Unique Displays designs and manufactures displays used in mobile devices. Serious flooding throughout the region affected Unique Displays’ facilities. Inventory was completely ruined, and the company’s computer system, including all accounting records, was destroyed.

Before the disaster recovery specialists clean the buildings, Louise Ditchey, the company controller, is anxious to salvage whatever records she can to support an insurance claim for the destroyed inventory. She is standing in what is left of the Accounting Department with Trent Parker, the cost accountant.

“I didn’t know mud could smell so bad,” Trent says. “What should I be looking for?”

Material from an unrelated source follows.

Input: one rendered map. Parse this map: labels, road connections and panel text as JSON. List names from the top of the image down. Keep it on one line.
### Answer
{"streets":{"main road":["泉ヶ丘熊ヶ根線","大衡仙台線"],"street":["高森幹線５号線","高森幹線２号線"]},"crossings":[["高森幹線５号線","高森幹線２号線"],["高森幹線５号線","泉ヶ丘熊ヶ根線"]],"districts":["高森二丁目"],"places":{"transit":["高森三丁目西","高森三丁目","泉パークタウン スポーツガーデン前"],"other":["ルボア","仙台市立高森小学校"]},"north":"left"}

“Don’t worry about beginning inventory numbers,” responds Louise. “We’ll get them from last year’s annual report. We need first-quarter cost data.”

“I was working on the first-quarter results just before the storm hit,” Trent says. “Look, my report’s still in my desk drawer. But all I can make out is that for the first quarter, direct material purchases were $533,000 and that direct labor, manufacturing overhead (other than indirect materials), and total manufacturing costs to account for were $551,000; $218,000; and $1,491,000, respectively. Wait, and cost of goods available for sale was $1,615,000.”

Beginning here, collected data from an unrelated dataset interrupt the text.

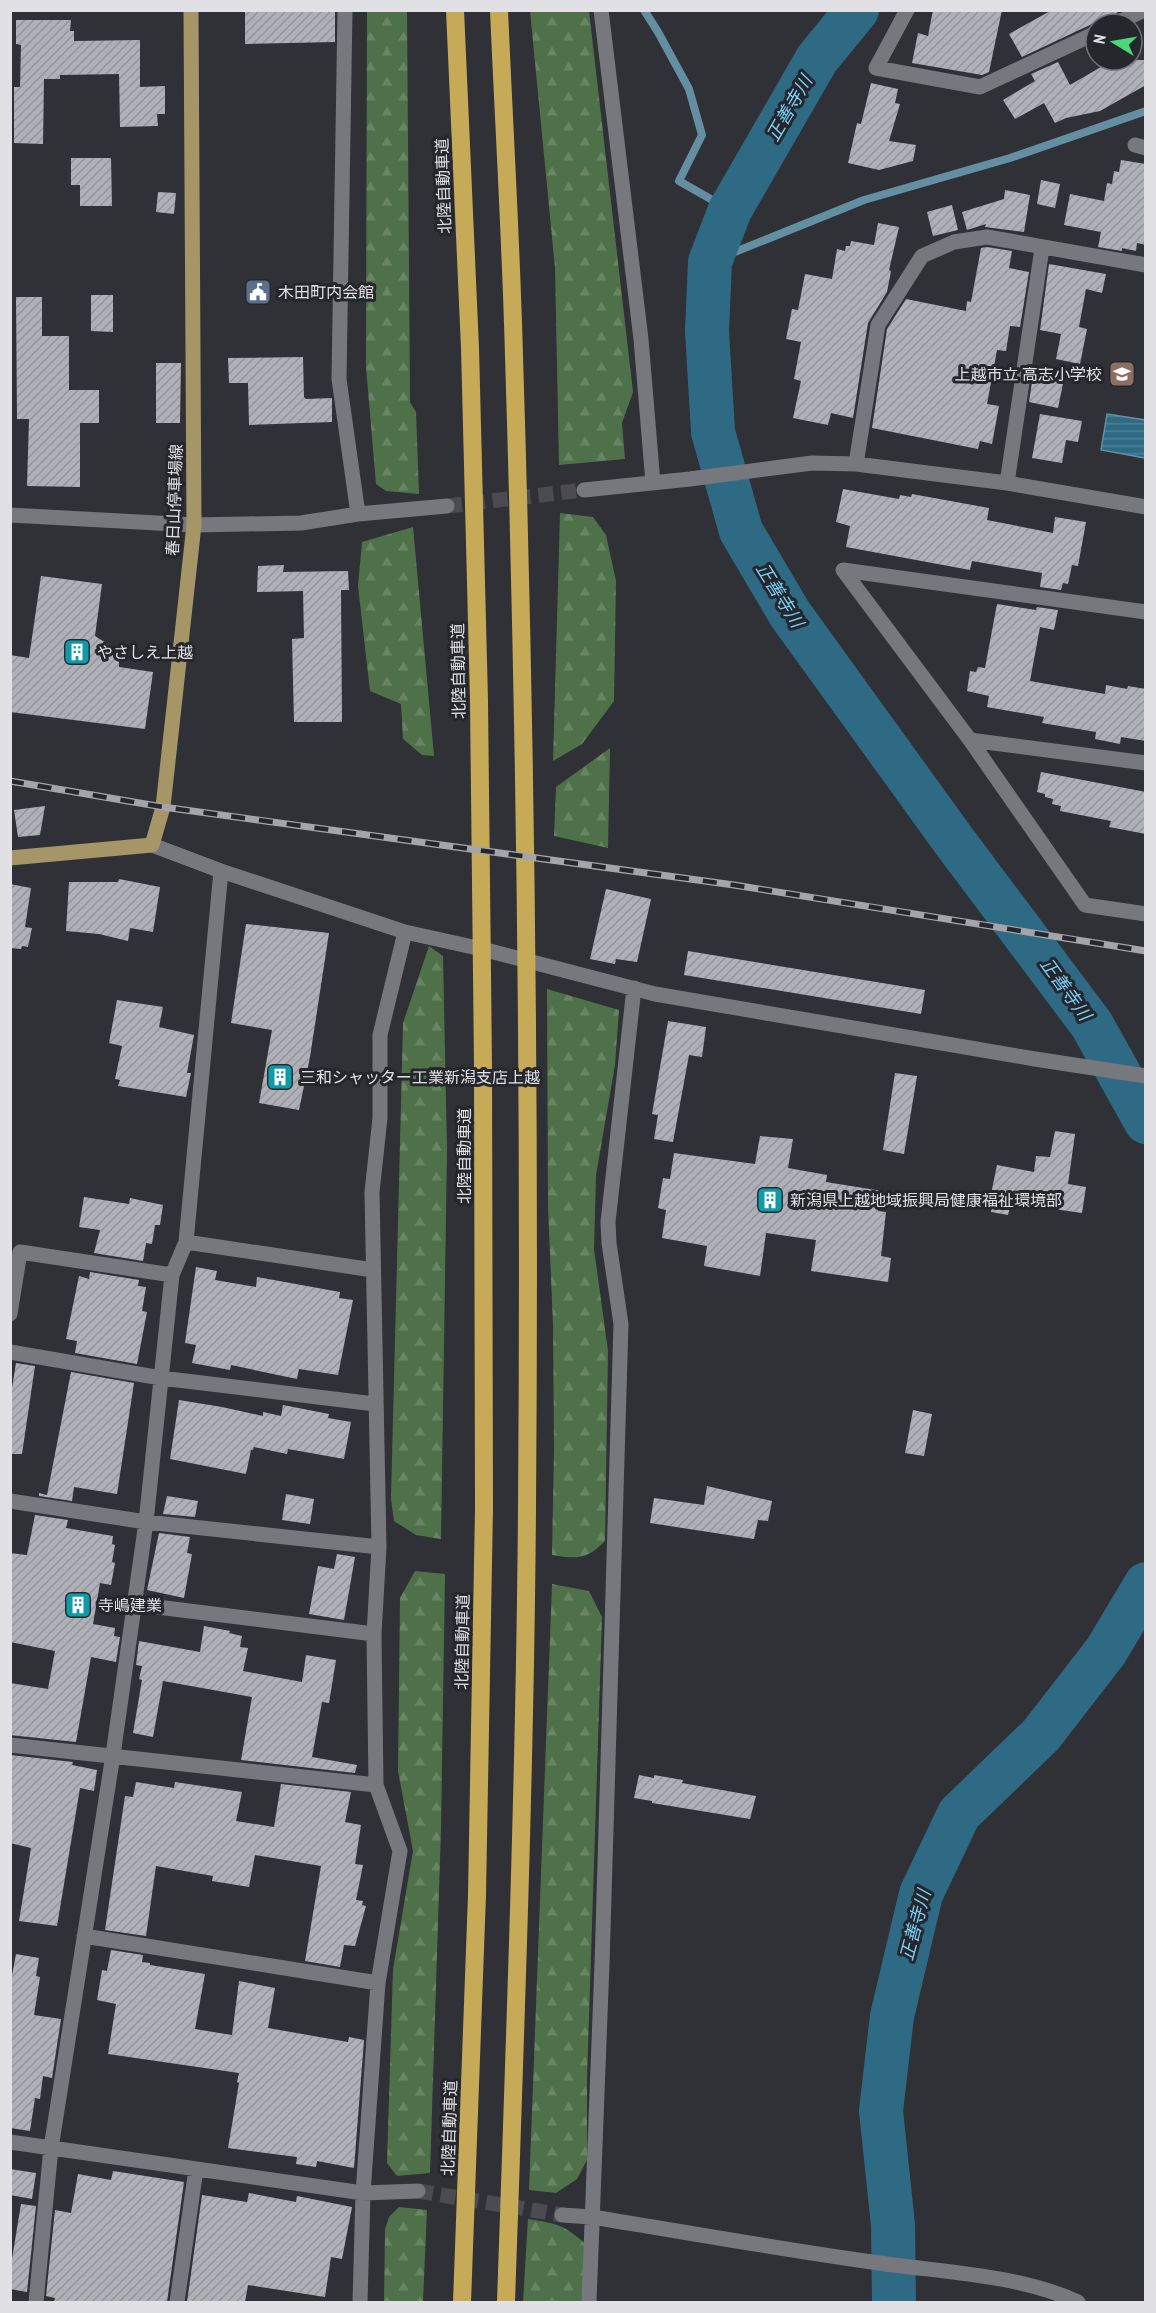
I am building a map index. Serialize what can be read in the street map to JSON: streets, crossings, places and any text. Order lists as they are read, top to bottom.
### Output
{
  "streets": {
    "highway": ["北陸自動車道"],
    "main road": ["春日山停車場線"]
  },
  "water": ["正善寺川"],
  "places": {
    "public building": ["木田町内会館"],
    "school or university": ["上越市立 高志小学校"],
    "building": [
      "やさしえ上越",
      "三和シャッター工業新潟支店上越",
      "新潟県上越地域振興局健康福祉環境部",
      "寺嶋建業"
    ]
  },
  "north": "left"
}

“Great,” says Louise. “I remember that sales for the period were approximately $1.8 million. Given our gross profit of 30%, that’s all you should need.”

Trent is not sure about that but decides to see what he can do with this information. The beginning inventory numbers are as follows:

• Raw materials, $75,000

• Work in process, $226,000

• Finished goods, $213,000

He remembers several schedules he learned in college that may help him get started.

Requirement

Use exhibits in the chapter to determine the ending inventories of raw materials, work in process, and finished goods. Assume that Raw Materials Inventory contains only direct materials.